- _Problem to work on_:
Once the pictures have been set aside, copy every remaining entry exactly.

- _The data_:
# # # # #
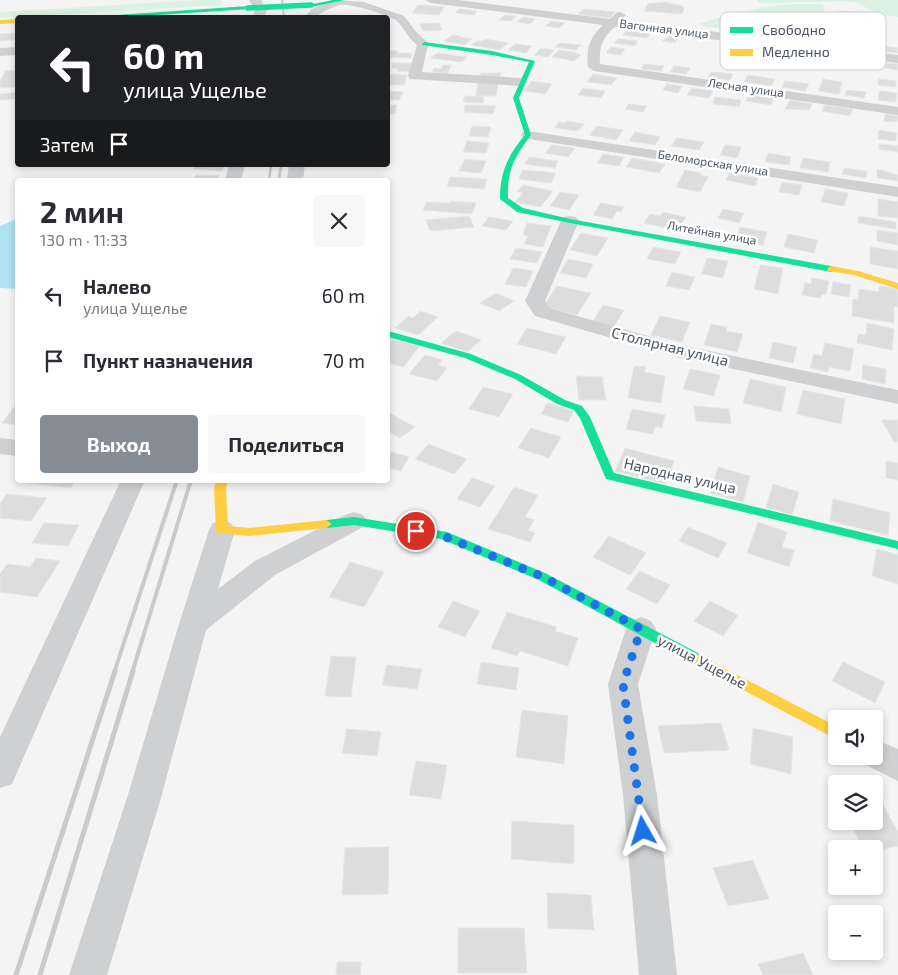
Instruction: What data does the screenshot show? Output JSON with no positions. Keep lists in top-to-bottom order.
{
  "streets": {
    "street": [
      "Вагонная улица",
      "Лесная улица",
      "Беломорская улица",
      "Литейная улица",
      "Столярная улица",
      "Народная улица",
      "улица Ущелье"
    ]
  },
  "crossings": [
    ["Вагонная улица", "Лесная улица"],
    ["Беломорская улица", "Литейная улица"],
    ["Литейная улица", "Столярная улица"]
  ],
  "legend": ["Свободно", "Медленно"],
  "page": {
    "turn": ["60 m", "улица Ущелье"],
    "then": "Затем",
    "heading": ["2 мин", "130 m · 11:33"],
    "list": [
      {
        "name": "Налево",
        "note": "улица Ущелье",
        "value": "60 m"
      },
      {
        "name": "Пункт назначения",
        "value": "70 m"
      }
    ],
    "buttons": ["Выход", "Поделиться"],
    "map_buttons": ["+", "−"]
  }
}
# # # # #
- _Response to the exercise_:
Instruction: What data does the screenshot show? Output JSON with no positions. Keep lists in top-to-bottom order.
{
  "streets": {
    "street": [
      "Вагонная улица",
      "Лесная улица",
      "Беломорская улица",
      "Литейная улица",
      "Столярная улица",
      "Народная улица",
      "улица Ущелье"
    ]
  },
  "crossings": [
    ["Вагонная улица", "Лесная улица"],
    ["Беломорская улица", "Литейная улица"],
    ["Литейная улица", "Столярная улица"]
  ],
  "legend": ["Свободно", "Медленно"],
  "page": {
    "turn": ["60 m", "улица Ущелье"],
    "then": "Затем",
    "heading": ["2 мин", "130 m · 11:33"],
    "list": [
      {
        "name": "Налево",
        "note": "улица Ущелье",
        "value": "60 m"
      },
      {
        "name": "Пункт назначения",
        "value": "70 m"
      }
    ],
    "buttons": ["Выход", "Поделиться"],
    "map_buttons": ["+", "−"]
  }
}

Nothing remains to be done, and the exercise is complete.